• _The problem_
Could you filter the records below and keep only the lines with the word "overflow"?

Given records below:

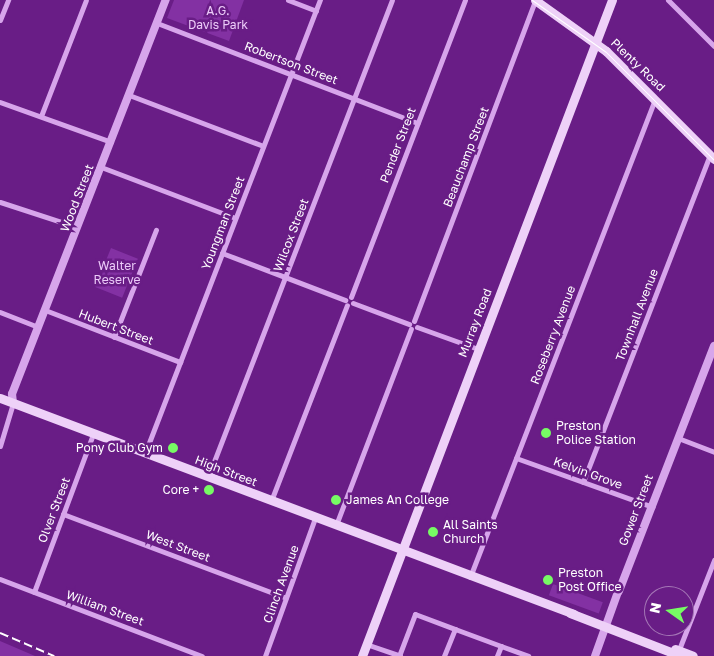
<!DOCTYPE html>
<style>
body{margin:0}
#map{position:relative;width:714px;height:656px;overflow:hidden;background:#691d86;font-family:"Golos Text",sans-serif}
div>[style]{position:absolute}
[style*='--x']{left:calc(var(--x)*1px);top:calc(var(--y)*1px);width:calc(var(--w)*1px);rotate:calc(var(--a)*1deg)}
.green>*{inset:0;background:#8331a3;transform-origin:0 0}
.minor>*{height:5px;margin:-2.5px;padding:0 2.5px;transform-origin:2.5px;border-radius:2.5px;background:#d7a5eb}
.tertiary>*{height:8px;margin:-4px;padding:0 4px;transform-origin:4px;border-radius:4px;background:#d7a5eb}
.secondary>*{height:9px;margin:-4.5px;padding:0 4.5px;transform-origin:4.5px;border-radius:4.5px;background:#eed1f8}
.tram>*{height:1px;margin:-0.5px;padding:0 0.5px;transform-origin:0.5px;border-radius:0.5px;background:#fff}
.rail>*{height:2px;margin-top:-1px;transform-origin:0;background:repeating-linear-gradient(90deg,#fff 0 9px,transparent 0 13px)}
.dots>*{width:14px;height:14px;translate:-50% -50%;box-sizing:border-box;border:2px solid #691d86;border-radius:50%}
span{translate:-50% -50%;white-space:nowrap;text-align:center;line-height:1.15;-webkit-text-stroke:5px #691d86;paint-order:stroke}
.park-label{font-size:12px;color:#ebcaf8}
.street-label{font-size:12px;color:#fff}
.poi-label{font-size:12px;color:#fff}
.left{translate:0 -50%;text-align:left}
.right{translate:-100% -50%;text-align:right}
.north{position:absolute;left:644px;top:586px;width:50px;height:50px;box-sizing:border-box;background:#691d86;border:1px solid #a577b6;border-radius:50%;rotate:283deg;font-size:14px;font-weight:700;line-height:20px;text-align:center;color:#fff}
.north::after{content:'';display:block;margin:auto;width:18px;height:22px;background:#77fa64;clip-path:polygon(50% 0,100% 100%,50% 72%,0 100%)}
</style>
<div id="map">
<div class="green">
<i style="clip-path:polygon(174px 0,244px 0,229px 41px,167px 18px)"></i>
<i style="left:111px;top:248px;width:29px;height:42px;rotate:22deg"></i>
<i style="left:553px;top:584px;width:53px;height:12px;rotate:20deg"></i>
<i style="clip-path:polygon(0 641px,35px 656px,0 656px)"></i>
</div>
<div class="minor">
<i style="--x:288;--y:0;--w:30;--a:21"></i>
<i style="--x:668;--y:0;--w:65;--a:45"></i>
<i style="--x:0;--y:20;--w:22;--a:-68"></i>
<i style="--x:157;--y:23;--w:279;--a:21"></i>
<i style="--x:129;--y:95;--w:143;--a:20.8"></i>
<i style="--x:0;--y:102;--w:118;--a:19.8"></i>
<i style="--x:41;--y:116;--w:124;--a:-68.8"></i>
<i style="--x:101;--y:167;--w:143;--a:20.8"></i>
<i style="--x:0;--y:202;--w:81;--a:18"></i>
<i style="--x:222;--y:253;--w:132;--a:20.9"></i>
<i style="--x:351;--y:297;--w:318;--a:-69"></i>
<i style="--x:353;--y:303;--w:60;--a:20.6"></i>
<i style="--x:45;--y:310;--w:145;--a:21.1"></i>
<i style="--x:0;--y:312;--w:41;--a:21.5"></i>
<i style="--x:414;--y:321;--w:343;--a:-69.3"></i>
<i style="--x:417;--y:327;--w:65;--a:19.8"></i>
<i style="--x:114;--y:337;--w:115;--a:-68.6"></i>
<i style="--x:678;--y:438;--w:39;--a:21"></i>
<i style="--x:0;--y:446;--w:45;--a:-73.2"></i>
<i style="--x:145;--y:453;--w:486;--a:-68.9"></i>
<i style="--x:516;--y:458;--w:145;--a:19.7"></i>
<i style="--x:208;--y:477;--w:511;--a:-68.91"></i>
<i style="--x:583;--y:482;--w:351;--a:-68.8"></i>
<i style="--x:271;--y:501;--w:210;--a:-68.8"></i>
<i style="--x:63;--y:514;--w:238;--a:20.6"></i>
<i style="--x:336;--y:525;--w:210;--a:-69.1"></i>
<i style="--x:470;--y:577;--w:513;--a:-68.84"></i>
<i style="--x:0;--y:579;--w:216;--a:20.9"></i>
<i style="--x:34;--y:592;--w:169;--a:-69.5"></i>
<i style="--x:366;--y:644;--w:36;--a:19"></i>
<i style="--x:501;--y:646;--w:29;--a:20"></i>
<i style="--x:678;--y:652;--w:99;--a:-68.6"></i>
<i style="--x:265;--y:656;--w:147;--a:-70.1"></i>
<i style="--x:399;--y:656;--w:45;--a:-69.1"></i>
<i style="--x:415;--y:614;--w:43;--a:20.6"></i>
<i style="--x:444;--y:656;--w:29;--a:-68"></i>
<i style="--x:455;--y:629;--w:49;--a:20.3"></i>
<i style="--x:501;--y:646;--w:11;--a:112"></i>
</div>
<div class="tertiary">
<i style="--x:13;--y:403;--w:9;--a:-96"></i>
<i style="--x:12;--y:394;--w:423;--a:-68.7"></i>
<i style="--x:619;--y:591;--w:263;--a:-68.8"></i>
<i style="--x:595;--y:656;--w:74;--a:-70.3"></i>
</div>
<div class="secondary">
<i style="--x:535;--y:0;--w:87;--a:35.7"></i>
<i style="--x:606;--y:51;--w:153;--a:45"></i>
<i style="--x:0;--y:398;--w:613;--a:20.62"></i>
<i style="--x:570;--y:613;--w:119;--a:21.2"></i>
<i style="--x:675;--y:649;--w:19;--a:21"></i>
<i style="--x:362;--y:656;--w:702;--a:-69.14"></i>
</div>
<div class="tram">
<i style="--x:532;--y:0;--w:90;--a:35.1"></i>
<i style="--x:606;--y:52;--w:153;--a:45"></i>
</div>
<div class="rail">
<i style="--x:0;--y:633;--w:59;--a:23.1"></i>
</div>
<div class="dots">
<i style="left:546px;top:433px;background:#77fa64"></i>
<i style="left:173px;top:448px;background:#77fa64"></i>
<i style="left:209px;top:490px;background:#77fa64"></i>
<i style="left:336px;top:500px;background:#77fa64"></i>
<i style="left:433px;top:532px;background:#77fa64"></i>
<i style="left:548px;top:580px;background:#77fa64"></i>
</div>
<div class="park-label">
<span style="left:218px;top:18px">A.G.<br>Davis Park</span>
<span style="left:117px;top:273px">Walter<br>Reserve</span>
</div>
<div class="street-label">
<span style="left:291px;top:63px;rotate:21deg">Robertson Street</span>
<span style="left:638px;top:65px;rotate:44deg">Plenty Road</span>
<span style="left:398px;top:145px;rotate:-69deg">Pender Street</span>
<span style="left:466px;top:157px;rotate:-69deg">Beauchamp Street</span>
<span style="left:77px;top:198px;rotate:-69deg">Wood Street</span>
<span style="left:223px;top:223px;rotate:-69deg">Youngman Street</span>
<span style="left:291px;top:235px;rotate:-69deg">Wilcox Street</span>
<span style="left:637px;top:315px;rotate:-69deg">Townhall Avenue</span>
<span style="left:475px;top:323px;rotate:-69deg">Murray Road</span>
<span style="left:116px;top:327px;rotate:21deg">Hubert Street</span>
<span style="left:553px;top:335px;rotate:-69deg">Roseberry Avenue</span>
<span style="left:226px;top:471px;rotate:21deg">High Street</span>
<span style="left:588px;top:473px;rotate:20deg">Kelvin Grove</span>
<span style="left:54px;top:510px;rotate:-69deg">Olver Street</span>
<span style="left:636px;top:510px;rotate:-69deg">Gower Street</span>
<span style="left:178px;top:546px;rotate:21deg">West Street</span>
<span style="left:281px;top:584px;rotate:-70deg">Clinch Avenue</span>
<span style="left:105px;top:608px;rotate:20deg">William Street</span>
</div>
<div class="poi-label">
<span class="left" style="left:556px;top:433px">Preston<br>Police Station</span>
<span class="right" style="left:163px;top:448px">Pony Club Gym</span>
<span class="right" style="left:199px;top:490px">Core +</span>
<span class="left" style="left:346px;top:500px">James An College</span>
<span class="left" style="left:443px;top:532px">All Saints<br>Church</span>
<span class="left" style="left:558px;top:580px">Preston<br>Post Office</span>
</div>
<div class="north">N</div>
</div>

End of Given records.
Given records below:

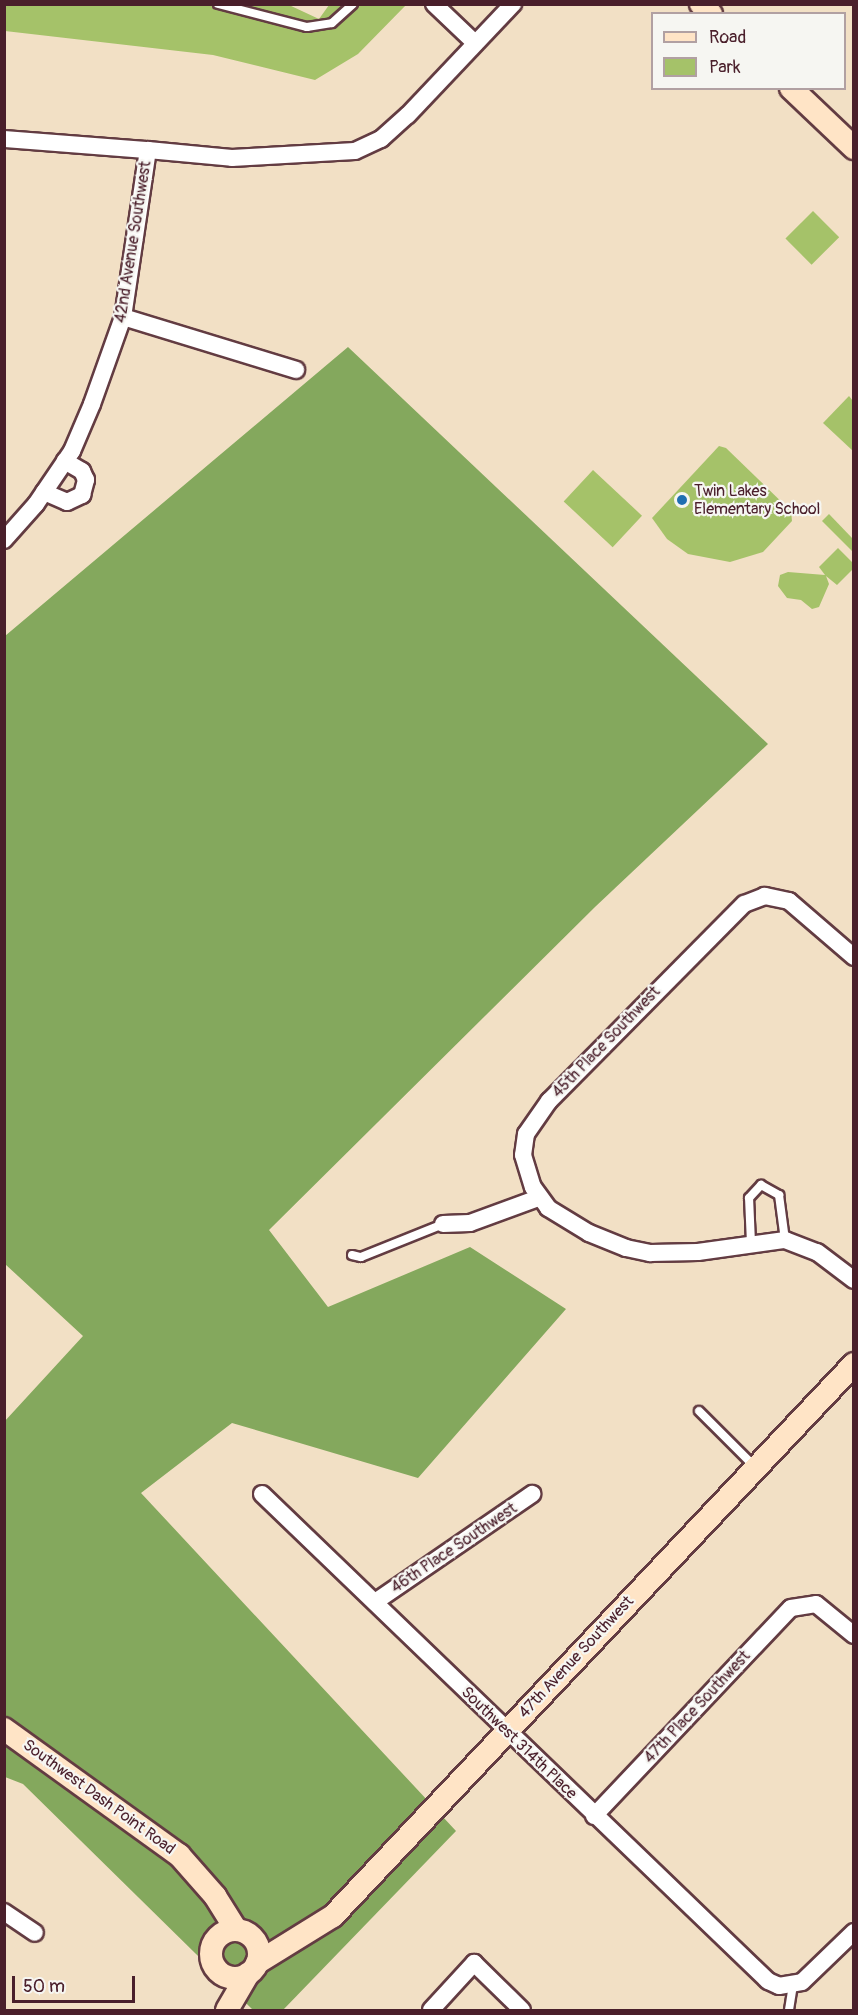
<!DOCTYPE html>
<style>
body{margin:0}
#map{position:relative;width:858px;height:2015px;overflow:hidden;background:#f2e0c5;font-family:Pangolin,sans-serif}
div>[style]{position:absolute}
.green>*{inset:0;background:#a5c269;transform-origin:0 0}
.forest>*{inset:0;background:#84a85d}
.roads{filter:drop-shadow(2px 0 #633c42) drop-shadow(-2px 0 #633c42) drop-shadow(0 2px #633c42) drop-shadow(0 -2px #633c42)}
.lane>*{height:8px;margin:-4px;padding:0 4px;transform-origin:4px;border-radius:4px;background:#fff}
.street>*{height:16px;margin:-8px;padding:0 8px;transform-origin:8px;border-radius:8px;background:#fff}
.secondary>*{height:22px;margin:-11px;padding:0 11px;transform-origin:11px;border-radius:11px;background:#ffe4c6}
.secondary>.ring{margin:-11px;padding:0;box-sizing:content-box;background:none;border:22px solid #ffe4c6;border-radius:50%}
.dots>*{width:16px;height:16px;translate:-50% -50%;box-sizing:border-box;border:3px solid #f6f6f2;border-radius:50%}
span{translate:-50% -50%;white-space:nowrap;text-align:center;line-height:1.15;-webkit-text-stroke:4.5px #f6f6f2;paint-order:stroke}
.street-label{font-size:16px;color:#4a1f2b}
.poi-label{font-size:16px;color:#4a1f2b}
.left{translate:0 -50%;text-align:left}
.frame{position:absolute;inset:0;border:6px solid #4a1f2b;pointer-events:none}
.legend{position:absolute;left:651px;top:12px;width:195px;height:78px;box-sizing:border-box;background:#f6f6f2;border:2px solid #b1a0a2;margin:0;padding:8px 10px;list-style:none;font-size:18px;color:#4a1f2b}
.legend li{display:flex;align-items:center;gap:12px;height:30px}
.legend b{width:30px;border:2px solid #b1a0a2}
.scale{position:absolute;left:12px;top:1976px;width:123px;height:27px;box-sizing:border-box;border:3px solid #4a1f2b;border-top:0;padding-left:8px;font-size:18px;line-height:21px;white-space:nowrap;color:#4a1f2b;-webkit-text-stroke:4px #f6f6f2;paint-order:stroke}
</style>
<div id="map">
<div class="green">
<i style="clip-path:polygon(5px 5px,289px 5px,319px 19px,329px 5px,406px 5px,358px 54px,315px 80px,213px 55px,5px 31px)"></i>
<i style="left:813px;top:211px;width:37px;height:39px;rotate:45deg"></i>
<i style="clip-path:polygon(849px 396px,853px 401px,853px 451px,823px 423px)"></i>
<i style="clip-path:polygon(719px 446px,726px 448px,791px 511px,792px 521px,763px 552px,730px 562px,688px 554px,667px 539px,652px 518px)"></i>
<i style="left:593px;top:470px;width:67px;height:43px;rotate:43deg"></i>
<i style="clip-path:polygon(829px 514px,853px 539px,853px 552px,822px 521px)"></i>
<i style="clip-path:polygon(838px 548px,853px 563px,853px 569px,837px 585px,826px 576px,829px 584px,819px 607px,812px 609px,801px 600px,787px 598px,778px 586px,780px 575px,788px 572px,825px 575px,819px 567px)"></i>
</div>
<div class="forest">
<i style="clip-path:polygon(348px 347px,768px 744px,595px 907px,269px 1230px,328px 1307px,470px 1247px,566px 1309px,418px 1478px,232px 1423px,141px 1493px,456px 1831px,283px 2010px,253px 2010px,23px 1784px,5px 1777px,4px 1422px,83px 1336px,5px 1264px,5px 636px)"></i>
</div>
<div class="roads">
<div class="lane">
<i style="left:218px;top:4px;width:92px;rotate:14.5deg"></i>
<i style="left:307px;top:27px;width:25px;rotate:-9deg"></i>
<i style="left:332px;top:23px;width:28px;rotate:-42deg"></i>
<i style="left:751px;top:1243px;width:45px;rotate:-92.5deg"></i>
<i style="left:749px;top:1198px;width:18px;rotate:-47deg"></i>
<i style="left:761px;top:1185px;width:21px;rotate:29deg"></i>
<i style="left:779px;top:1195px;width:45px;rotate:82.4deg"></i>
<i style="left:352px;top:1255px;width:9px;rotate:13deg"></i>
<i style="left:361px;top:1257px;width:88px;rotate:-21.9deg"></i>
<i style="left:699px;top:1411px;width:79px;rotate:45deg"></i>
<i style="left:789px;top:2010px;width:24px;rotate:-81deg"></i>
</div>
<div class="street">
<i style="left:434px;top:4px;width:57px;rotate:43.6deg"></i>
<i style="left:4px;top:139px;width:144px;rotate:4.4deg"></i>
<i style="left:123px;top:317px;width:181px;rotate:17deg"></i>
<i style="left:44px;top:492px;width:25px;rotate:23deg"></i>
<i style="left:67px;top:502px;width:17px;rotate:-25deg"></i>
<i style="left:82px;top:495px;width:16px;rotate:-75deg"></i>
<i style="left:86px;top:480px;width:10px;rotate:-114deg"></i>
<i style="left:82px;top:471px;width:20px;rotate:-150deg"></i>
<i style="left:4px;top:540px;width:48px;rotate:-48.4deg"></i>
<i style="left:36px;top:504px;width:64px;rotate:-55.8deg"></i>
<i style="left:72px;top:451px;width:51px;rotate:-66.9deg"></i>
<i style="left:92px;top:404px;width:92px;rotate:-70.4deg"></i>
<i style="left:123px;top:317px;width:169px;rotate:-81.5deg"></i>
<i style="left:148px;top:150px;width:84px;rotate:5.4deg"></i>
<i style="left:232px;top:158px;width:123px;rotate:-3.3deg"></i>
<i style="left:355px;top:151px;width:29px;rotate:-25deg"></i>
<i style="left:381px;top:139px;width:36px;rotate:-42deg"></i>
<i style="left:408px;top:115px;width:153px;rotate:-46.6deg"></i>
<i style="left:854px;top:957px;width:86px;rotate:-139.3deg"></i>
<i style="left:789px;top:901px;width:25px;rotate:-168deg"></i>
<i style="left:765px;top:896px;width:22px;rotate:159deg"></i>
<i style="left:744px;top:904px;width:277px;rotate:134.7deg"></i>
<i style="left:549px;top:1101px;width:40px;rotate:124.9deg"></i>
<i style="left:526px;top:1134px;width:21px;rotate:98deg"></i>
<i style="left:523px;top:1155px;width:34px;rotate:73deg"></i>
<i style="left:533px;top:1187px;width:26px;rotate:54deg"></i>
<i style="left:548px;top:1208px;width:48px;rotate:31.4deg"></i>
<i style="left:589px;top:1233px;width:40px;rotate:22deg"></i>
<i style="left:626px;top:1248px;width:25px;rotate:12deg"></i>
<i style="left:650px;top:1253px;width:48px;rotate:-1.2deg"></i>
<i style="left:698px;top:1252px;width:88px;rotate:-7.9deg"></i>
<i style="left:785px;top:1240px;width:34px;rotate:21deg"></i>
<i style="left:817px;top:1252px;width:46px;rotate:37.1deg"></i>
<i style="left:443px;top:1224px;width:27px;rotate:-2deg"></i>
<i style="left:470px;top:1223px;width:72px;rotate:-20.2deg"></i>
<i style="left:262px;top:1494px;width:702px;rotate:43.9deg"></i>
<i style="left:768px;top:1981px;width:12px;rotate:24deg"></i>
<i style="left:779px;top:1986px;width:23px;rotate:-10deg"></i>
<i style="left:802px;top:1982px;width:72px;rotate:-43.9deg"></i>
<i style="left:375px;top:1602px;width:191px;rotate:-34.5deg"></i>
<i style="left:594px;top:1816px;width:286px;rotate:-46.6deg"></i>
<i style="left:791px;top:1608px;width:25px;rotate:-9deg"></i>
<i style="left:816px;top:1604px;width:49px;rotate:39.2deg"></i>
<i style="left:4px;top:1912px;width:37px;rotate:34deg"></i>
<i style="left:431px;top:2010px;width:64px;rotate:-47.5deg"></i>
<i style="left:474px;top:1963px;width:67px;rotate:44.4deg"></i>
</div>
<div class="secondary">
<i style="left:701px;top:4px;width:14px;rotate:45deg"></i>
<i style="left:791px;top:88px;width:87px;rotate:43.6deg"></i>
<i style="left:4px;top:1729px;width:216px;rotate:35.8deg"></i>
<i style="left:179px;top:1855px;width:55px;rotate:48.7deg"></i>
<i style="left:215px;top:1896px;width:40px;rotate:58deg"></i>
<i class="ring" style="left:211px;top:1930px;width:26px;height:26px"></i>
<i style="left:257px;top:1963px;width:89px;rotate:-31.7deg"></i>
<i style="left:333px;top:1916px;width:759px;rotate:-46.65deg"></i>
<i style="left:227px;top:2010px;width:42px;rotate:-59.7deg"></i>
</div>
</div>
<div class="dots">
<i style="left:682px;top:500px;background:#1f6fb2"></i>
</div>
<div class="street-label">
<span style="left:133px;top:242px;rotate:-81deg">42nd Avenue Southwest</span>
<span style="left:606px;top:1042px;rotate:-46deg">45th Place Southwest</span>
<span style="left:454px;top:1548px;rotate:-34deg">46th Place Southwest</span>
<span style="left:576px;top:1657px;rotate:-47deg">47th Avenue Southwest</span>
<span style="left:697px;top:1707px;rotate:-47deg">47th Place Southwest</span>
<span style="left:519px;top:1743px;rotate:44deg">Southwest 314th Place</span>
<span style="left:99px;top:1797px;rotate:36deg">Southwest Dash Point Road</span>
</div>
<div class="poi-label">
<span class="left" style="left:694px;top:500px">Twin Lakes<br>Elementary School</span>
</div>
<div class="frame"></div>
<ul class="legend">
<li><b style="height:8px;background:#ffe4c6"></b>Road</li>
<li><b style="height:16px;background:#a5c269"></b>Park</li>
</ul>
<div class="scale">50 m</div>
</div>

End of Given records.

• _Reply_
#map{position:relative;width:714px;height:656px;overflow:hidden;background:#691d86;font-family:"Golos Text",sans-serif}
#map{position:relative;width:858px;height:2015px;overflow:hidden;background:#f2e0c5;font-family:Pangolin,sans-serif}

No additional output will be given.